Search the records below for the word "stream", then return every line where it appears.
———
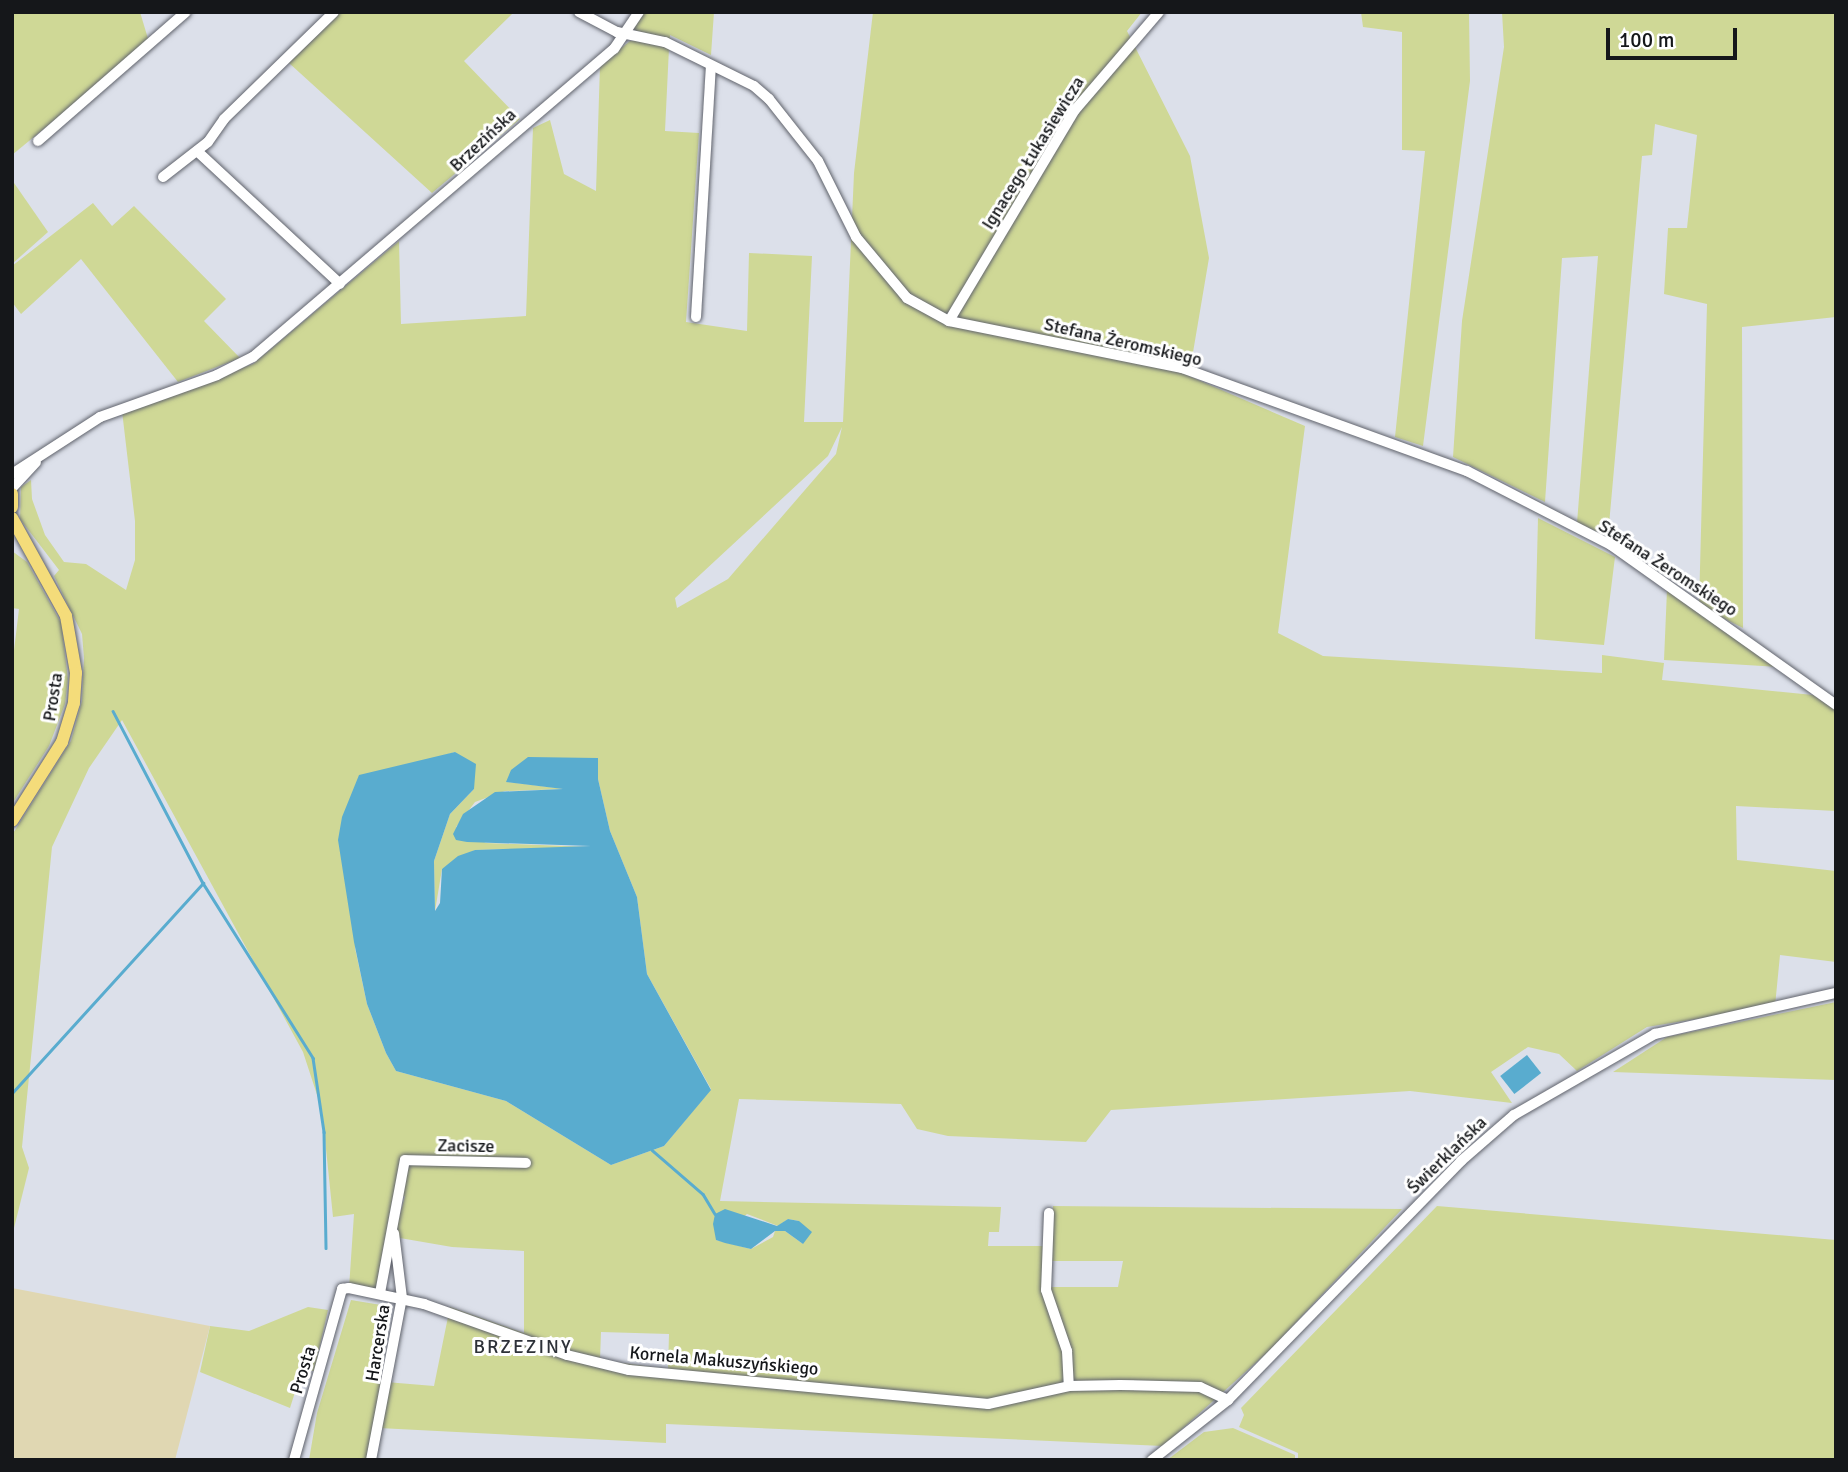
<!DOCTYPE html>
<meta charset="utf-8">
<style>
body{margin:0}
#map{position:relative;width:1848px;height:1472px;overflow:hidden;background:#dce0ea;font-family:Signika,sans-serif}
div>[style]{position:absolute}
.green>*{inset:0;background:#cfd896}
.sand>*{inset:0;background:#e0d7b2}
.water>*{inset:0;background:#59accf;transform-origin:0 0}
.stream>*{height:2.5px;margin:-1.25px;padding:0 1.25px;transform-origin:1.25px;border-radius:1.25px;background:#59accf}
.roads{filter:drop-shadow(0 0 2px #60636c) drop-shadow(0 0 2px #60636c)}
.minor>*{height:10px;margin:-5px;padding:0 5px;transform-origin:5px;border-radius:5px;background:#fff}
.major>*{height:12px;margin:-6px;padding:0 6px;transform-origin:6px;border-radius:6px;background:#f4dc7a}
span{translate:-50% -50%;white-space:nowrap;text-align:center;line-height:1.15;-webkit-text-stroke:6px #fff;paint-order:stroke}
.street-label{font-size:18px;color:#15171a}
.neighbourhood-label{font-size:19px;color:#2d3138;letter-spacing:2px}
.frame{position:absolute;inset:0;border:14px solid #15171a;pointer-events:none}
.scale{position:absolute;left:1606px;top:28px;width:131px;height:32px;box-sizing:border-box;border:4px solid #15171a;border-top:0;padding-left:9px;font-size:21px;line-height:24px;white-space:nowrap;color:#15171a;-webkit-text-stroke:5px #fff;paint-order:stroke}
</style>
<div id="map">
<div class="green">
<i style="clip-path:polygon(12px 12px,140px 12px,149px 42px,12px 155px)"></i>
<i style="clip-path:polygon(341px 12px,514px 12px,464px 61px,520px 119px,432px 193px,289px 63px)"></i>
<i style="clip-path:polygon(644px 12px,714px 12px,711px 55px,670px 35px,670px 39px,633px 30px)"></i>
<i style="clip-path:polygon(evenodd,873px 12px,1142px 12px,1127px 31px,1190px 156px,1209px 258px,1189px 376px,1305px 426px,1278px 633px,1323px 656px,1602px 673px,1602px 655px,1664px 663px,1662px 680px,1813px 695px,1836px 710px,1836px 811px,1736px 806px,1737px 860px,1836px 871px,1836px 962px,1780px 955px,1775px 1006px,1647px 1027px,1577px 1071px,1559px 1054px,1528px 1047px,1491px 1072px,1512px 1103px,1410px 1091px,1111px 1110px,1086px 1142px,948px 1136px,917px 1129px,901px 1104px,739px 1099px,720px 1201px,1001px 1207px,999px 1232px,989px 1232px,988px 1246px,1050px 1246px,1053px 1206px,1402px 1209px,1271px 1349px,1163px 1446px,666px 1424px,666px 1443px,379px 1428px,376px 1460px,309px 1460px,317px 1413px,351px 1300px,387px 1306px,374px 1381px,434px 1386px,450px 1307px,524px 1333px,524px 1251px,452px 1247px,394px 1237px,405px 1196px,392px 1201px,376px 1288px,349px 1288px,354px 1214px,333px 1217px,322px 1110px,303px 1052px,122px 720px,89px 768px,52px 847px,22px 1147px,29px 1168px,12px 1236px,12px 835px,71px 741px,82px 701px,84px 658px,82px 634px,54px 576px,59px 570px,20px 519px,21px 487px,31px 480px,32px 499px,45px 535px,64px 562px,86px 564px,126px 590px,135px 560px,135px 521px,122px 411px,253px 364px,399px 241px,401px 324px,526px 316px,533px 128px,550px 120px,564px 174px,596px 191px,600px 65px,630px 41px,646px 40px,669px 48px,665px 131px,699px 133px,686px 322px,747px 331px,749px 253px,812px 256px,804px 422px,843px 422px,854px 173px,873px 12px,842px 427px,836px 454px,728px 579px,677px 608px,675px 598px,828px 456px,842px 427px,873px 12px,455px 752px,474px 789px,450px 814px,434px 861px,435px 911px,442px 869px,475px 850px,591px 847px,486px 843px,456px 827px,475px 802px,505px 791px,565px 789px,507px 782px,598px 779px,610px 831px,637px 897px,647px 974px,711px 1089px,664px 1146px,611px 1165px,506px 1101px,396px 1071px,386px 1053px,367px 1004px,355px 948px,416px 764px,455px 752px,873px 12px,747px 1214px,778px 1226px,788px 1219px,799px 1221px,803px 1244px,785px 1231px,775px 1231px,773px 1237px,751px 1249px,716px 1240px,747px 1214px,873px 12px,1049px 1261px,1123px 1261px,1118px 1287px,1049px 1287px,1049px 1261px,873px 12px,601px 1332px,669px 1334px,668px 1369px,600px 1360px,601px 1332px)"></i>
<i style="clip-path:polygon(1361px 12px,1469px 12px,1470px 81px,1423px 446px,1395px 437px,1425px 151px,1402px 150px,1402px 32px,1363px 27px)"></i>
<i style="clip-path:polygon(1502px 12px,1836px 12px,1836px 317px,1742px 327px,1743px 628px,1699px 606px,1707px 304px,1664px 294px,1668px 228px,1687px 228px,1697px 135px,1655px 124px,1652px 155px,1642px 156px,1608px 536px,1577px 523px,1598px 256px,1562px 258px,1545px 502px,1453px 457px,1462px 321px,1504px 47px)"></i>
<i style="clip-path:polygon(12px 180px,48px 232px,12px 264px)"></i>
<i style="clip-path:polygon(93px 203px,112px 226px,134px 206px,226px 299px,204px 321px,240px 358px,178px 382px,81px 259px,21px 314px,12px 302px,12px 266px)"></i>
<i style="clip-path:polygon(1538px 518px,1615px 557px,1604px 645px,1535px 639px)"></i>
<i style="clip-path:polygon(12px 551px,27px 562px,61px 623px,68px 679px,65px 704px,49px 746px,12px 804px,12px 667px,19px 609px,12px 608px)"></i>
<i style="clip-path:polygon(1667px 590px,1779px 667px,1664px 660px)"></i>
<i style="clip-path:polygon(1836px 1002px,1836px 1080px,1613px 1072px,1667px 1037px)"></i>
<i style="clip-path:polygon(1437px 1206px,1836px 1240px,1836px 1460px,1298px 1460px,1298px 1453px,1239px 1427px,1244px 1415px,1241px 1408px)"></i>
<i style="clip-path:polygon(308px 1307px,328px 1310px,314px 1371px,302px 1370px,290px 1408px,200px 1372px,210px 1326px,249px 1331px)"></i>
<i style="clip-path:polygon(1233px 1428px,1295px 1455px,1295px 1460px,1167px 1460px,1204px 1432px)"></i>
</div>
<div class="sand">
<i style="clip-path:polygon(12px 1288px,210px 1326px,175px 1460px,12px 1458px)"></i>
</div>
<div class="water">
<i style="clip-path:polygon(455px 752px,476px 764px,474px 789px,450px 814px,434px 861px,435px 911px,440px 903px,442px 869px,458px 856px,475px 850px,591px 846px,467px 842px,456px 840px,453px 834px,463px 814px,495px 792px,563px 789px,506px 782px,511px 770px,528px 757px,598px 758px,598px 779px,610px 831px,637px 897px,647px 974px,711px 1090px,664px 1146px,611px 1165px,506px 1101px,396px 1071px,386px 1053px,367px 1004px,354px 942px,338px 840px,342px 817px,359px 775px)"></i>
<i style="left:1527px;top:1055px;width:23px;height:34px;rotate:52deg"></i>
<i style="clip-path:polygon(725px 1209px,777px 1226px,788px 1219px,799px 1221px,812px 1232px,803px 1244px,785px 1231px,775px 1231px,751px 1249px,725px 1243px,716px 1240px,713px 1224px,715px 1214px)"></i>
</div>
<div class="stream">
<i style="left:113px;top:711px;width:194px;rotate:62.4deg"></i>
<i style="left:203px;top:883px;width:207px;rotate:57.8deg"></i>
<i style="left:313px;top:1058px;width:75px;rotate:81.5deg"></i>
<i style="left:324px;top:1132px;width:116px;rotate:89deg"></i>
<i style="left:12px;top:1093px;width:284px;rotate:-47.7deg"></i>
<i style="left:652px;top:1150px;width:67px;rotate:40.8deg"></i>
<i style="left:703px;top:1194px;width:23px;rotate:59deg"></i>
</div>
<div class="roads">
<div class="minor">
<i style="left:579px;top:12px;width:43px;rotate:27.8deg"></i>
<i style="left:617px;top:32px;width:49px;rotate:11.8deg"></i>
<i style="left:665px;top:42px;width:99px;rotate:26.3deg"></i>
<i style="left:754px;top:86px;width:20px;rotate:41deg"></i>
<i style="left:769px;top:99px;width:79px;rotate:51.7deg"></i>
<i style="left:818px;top:161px;width:85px;rotate:63.4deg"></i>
<i style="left:856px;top:237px;width:80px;rotate:50.1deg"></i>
<i style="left:907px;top:298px;width:48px;rotate:28.7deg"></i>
<i style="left:949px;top:321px;width:238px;rotate:11.4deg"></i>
<i style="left:1182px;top:368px;width:303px;rotate:19.9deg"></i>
<i style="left:1467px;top:471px;width:162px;rotate:27.2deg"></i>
<i style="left:1611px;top:545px;width:276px;rotate:35.4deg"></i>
<i style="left:38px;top:141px;width:196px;rotate:-41.1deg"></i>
<i style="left:197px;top:151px;width:195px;rotate:42.9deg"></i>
<i style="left:163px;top:177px;width:57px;rotate:-37.9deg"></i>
<i style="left:208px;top:142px;width:28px;rotate:-55deg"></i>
<i style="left:224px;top:119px;width:153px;rotate:-44.2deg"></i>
<i style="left:696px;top:317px;width:251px;rotate:-86.6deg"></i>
<i style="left:949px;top:321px;width:246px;rotate:-59.2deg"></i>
<i style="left:1075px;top:110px;width:129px;rotate:-49.4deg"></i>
<i style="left:12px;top:474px;width:105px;rotate:-32.9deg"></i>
<i style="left:100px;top:417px;width:124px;rotate:-19.7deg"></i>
<i style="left:217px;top:375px;width:40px;rotate:-26.6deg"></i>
<i style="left:253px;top:357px;width:475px;rotate:-40.5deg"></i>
<i style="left:614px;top:49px;width:45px;rotate:-56deg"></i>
<i style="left:12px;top:488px;width:35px;rotate:-47deg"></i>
<i style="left:1049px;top:1213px;width:77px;rotate:92.2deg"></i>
<i style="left:1046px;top:1290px;width:65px;rotate:71deg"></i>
<i style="left:1067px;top:1351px;width:35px;rotate:87deg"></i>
<i style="left:380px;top:1293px;width:135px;rotate:-79.4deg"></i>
<i style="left:405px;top:1160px;width:121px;rotate:1.4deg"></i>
<i style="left:294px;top:1460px;width:178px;rotate:-74.3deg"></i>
<i style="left:342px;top:1289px;width:7px;rotate:-8deg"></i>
<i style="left:349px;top:1288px;width:77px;rotate:12deg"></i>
<i style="left:424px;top:1304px;width:152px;rotate:19.6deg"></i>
<i style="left:567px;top:1355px;width:64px;rotate:13.6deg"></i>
<i style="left:629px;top:1370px;width:361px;rotate:5.4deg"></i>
<i style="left:988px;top:1404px;width:83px;rotate:-12.5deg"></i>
<i style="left:1069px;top:1386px;width:51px;rotate:-1.1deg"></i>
<i style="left:1120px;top:1385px;width:80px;rotate:1.4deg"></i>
<i style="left:1200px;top:1387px;width:31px;rotate:25deg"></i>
<i style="left:371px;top:1460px;width:165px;rotate:-79.2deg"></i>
<i style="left:402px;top:1298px;width:65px;rotate:-97deg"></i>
<i style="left:1152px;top:1460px;width:97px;rotate:-38.3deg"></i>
<i style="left:1228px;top:1400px;width:334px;rotate:-45.7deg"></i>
<i style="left:1461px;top:1161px;width:70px;rotate:-41deg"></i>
<i style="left:1514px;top:1115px;width:163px;rotate:-29.9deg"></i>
<i style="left:1655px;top:1034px;width:186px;rotate:-12.8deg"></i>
</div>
<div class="major">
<i style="left:12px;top:494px;width:13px;rotate:90deg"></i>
<i style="left:12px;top:518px;width:112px;rotate:61.1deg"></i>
<i style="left:66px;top:616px;width:58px;rotate:80deg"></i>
<i style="left:76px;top:673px;width:30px;rotate:94deg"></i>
<i style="left:74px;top:703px;width:41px;rotate:107.1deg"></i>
<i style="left:62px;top:742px;width:93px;rotate:122.3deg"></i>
</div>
</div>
<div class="street-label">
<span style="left:483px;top:140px;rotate:-43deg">Brzezińska</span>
<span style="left:1033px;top:153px;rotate:-58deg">Ignacego Łukasiewicza</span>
<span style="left:1123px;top:342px;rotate:13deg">Stefana Żeromskiego</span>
<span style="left:1668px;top:568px;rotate:33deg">Stefana Żeromskiego</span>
<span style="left:53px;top:697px;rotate:-81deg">Prosta</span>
<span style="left:466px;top:1146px;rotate:1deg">Zacisze</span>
<span style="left:1447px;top:1155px;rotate:-44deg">Świerklańska</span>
<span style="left:378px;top:1343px;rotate:-81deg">Harcerska</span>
<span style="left:724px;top:1361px;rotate:5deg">Kornela Makuszyńskiego</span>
<span style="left:303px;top:1370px;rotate:-73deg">Prosta</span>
</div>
<div class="neighbourhood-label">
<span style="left:523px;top:1348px">BRZEZINY</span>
</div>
<div class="frame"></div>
<div class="scale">100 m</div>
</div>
———
» **EXPECTED ANSWER**
.stream>*{height:2.5px;margin:-1.25px;padding:0 1.25px;transform-origin:1.25px;border-radius:1.25px;background:#59accf}
<div class="stream">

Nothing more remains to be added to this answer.